Development Workflow

Developing and Deploying Spark applications can be a challenge upfront. This section helps you through the development and deployment workflow.

When developing a Spark application that uses external dependencies, typically there are two challenges a developer is confronted with:

  • How to efficiently and quickly develop locally.

  • How to reliably deploy to a production cluster.

Apart from the actual development, the biggest hurdle most of the time is the dependency management aspect. This documentation is intended to guide you through and to help you get set up as needed.

There are two ways the problem is typically approached: you can either add the dependencies to the classpath when you submit the application or you can create a big jar which contains all dependencies.

Adding the Connector to the Executor’s classpath

If you want to manage the dependency directly on the worker, the actual project setup is quite simple. You don’t need to set up shadowing and can use a build.sbt like this:

name := "your-awesome-app"

organization := "com.acme"

version := "1.0.0-SNAPSHOT"

scalaVersion := "2.11.8"

libraryDependencies ++= Seq(
  "org.apache.spark" %% "spark-core" % "2.2.0",
  "org.apache.spark" %% "spark-streaming" % "2.2.0",
  "org.apache.spark" %% "spark-sql" % "2.2.0",
  "com.couchbase.client" %% "spark-connector" % "2.2.0"
)

when developing the application you need to make sure that the master is not set, since you need to deploy it eventually to a non-local master.

Note that since Spark 2.0 it is recommended to use the SparkSession instead of initializing the SparkContext directly, but it is still supported and behaves the same like noted below.

object Main {
  def main(args: Array[String]): Unit = {
    // Configure Spark
    val cfg = new SparkConf()
      .setAppName("MyApp")
      // .setMaster("local[*]") <--- do not set the master!
      .set("com.couchbase.bucket.travel-sample", "")

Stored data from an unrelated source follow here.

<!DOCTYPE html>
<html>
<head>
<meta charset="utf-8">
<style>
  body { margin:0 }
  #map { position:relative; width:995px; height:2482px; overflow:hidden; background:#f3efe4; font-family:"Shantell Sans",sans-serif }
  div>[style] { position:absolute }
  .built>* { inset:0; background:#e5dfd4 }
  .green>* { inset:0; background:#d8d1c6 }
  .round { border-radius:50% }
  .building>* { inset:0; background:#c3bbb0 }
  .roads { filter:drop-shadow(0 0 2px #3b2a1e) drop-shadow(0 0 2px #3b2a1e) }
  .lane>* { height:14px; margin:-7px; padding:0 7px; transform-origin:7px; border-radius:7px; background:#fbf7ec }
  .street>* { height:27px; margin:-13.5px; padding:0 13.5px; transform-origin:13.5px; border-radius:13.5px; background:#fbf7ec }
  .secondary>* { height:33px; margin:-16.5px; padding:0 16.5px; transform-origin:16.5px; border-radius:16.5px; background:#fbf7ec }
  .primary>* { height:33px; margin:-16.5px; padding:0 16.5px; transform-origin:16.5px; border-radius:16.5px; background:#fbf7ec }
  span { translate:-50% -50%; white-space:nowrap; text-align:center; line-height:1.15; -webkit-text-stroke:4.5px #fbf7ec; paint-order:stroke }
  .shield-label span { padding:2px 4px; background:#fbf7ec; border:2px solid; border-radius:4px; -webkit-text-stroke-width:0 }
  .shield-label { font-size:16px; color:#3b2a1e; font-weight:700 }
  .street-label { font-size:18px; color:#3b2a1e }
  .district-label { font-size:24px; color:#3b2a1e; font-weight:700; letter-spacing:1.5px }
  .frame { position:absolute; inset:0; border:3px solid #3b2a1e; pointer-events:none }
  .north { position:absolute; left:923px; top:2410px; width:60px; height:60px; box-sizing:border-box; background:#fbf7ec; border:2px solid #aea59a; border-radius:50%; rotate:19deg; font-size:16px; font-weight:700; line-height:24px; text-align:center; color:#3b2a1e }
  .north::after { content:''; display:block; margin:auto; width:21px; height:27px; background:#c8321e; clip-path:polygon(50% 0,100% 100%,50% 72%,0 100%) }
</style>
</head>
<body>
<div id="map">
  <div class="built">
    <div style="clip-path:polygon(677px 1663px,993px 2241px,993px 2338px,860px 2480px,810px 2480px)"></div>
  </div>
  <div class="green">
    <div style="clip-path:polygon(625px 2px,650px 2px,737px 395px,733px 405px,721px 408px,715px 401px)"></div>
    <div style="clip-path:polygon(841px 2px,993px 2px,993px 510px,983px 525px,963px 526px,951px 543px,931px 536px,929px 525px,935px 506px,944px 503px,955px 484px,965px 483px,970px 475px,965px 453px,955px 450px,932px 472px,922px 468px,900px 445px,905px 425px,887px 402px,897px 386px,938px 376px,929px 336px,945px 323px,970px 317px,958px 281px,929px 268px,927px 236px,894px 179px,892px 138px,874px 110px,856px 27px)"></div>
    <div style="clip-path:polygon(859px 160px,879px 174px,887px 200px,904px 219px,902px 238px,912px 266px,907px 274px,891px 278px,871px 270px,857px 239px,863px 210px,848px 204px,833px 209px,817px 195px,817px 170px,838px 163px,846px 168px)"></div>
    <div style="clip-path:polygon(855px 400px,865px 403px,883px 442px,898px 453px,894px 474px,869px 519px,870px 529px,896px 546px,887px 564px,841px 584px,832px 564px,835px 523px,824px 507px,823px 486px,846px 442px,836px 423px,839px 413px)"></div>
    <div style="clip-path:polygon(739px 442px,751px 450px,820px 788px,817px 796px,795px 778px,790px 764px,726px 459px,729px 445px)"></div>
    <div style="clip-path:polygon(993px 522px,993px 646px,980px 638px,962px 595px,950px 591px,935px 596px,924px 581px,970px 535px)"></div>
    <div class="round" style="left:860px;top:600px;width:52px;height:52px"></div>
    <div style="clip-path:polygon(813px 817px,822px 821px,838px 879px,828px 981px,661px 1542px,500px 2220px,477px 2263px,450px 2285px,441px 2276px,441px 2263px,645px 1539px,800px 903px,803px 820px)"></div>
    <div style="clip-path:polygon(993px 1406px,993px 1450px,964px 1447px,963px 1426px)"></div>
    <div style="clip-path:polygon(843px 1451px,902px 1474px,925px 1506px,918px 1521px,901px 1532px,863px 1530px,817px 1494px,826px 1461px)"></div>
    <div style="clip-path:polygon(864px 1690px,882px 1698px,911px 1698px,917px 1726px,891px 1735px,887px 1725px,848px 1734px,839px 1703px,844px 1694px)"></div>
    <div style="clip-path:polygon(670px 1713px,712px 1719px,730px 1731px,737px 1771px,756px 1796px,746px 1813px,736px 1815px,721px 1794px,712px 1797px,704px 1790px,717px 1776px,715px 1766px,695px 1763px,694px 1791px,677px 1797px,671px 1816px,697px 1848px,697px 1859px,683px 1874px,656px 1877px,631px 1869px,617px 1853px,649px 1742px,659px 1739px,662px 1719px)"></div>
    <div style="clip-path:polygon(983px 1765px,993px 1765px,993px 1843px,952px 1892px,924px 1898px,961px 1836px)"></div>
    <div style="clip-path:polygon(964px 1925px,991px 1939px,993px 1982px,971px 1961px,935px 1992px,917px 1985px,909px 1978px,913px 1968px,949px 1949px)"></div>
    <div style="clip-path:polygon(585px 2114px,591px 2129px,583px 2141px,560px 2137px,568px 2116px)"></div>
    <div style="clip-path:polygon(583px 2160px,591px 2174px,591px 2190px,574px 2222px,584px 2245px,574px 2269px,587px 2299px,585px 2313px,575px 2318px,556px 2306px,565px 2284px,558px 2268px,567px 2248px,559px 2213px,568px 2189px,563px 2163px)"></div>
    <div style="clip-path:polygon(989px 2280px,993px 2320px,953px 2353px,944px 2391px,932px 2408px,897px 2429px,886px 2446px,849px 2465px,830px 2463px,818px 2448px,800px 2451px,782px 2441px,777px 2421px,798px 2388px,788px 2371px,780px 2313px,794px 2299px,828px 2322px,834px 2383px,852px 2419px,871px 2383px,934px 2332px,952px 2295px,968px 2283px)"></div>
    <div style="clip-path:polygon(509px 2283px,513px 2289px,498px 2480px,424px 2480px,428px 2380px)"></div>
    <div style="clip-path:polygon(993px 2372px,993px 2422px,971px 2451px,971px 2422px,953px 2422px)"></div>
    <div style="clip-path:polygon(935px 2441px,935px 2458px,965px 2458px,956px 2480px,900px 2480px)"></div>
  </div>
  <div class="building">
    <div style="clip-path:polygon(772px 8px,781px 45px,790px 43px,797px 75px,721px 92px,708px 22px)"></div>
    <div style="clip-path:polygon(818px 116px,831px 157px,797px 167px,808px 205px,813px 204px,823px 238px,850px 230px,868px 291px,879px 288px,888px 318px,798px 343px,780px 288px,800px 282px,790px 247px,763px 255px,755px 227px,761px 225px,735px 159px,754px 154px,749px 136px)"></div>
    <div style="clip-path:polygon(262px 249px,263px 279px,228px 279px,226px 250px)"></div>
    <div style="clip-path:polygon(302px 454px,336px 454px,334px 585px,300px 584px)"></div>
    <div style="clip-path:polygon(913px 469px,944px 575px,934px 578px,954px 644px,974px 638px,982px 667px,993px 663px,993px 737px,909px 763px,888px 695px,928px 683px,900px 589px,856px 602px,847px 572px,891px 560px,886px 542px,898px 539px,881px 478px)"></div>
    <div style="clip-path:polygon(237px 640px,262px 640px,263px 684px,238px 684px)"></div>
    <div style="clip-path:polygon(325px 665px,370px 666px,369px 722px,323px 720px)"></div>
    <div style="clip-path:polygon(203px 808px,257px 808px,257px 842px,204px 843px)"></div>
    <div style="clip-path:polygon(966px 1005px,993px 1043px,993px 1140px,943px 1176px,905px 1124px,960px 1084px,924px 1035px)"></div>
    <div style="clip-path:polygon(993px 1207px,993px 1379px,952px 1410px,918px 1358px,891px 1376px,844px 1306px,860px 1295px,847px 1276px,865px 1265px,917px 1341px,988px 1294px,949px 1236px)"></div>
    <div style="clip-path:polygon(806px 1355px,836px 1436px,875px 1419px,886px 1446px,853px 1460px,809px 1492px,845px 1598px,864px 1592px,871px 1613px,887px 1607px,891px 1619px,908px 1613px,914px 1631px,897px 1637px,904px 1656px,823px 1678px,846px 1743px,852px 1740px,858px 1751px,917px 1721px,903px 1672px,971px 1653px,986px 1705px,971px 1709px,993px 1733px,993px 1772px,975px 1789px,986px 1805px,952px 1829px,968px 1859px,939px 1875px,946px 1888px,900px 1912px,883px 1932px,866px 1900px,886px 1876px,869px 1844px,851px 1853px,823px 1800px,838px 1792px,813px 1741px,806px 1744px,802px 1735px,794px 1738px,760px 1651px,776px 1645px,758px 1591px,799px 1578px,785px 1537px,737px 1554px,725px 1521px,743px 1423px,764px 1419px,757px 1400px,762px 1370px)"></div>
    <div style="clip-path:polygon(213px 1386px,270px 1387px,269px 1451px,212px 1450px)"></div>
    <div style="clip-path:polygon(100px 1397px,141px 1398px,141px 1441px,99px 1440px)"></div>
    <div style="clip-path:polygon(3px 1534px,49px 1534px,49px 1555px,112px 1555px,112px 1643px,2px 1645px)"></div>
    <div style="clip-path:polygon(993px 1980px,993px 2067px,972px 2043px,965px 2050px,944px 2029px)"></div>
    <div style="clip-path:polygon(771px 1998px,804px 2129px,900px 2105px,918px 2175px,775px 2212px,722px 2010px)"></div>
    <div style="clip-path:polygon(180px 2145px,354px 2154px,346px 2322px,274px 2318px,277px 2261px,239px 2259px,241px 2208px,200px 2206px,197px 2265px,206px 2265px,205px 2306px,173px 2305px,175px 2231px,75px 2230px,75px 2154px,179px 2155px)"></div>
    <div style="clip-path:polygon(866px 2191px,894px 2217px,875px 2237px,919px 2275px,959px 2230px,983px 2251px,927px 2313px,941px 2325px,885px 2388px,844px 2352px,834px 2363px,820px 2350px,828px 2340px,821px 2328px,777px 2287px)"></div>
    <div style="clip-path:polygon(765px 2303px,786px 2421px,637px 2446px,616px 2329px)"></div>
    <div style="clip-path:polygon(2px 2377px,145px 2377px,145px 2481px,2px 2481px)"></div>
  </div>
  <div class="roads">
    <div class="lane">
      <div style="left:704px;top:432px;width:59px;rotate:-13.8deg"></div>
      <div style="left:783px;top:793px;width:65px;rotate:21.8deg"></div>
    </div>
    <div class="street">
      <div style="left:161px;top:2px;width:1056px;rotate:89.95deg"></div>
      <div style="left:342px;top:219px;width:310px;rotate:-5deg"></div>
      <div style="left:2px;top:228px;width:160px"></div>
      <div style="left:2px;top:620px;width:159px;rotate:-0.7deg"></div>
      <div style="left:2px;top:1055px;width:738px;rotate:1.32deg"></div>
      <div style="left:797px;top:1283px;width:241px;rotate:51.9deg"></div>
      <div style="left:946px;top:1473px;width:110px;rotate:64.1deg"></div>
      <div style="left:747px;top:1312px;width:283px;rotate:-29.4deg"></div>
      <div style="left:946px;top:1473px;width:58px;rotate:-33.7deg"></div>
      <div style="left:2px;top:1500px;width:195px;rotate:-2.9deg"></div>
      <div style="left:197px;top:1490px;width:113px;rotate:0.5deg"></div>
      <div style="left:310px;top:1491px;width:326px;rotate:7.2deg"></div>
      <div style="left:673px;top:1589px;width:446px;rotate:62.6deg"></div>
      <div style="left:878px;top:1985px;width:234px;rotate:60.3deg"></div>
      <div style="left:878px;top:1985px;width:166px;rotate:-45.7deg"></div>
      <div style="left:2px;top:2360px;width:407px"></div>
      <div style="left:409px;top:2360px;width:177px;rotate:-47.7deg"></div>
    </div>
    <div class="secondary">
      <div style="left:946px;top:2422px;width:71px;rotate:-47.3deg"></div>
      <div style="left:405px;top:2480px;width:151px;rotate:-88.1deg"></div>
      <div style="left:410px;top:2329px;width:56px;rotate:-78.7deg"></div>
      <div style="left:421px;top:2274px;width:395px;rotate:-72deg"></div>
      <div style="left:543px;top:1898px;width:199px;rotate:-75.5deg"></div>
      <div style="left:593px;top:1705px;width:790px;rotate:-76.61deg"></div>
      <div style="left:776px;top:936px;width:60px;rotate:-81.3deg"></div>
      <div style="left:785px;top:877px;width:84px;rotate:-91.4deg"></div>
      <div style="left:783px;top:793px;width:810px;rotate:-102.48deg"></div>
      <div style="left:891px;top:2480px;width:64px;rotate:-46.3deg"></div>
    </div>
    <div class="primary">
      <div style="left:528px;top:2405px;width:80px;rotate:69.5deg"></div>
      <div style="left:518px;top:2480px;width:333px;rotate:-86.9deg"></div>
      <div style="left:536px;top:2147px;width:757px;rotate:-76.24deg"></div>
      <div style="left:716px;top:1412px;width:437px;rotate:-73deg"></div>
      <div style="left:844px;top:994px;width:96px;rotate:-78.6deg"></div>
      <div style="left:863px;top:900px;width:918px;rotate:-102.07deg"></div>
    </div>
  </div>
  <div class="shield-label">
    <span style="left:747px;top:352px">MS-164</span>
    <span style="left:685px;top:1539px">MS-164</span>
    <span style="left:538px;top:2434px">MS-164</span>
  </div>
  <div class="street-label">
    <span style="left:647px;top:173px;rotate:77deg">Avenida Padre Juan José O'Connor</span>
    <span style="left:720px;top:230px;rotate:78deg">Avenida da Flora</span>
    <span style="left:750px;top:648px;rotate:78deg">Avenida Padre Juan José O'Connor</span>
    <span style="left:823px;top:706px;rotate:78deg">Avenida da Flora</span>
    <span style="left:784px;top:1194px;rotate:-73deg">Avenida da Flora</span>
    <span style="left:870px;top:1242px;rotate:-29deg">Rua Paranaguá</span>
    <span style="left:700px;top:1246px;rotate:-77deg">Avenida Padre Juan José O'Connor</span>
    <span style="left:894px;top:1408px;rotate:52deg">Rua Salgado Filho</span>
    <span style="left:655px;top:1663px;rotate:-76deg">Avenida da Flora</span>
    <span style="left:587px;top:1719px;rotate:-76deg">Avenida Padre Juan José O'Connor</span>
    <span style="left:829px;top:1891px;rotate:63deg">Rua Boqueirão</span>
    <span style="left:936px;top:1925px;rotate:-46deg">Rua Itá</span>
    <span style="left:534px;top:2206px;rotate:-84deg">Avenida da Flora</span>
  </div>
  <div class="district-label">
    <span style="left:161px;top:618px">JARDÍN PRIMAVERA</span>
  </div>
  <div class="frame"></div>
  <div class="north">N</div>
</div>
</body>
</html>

    // Generate The Context
    val sc = new SparkContext(cfg)

    // ...
  }
}

If you run this, Spark will complain:

Exception in thread "main" org.apache.spark.SparkException: A master URL must be set in your configuration

There are different approaches to handle this, but all boil down to conditionally setting the system property for the master. One approach that is useful is to have a runnable class in the test (or somewhere else) directory which sets the property and then runs the application. This also has additional benefits that are discussed in the next section.

object RunLocal {
  def main(args: Array[String]): Unit = {
    System.setProperty("spark.master", "local[*]")
    Main.main(args)
  }
}

You can then build your application via sbt package on the command line and submit it to Spark via spark-submit. Because Couchbase distributes the connector via maven, you can just include it with the --packages flag:

/spark/bin/spark-submit --master spark://your-spark-master:7077 --packages com.couchbase.client:spark-connector_2.10:1.2.1 /path/to/app/target/scala-2.10/your_app_2.10-1.0.jar

If your environment does not have access to the internet you can use the --jars argument instead and grab the assembly with all the dependencies from here: Download and API Reference.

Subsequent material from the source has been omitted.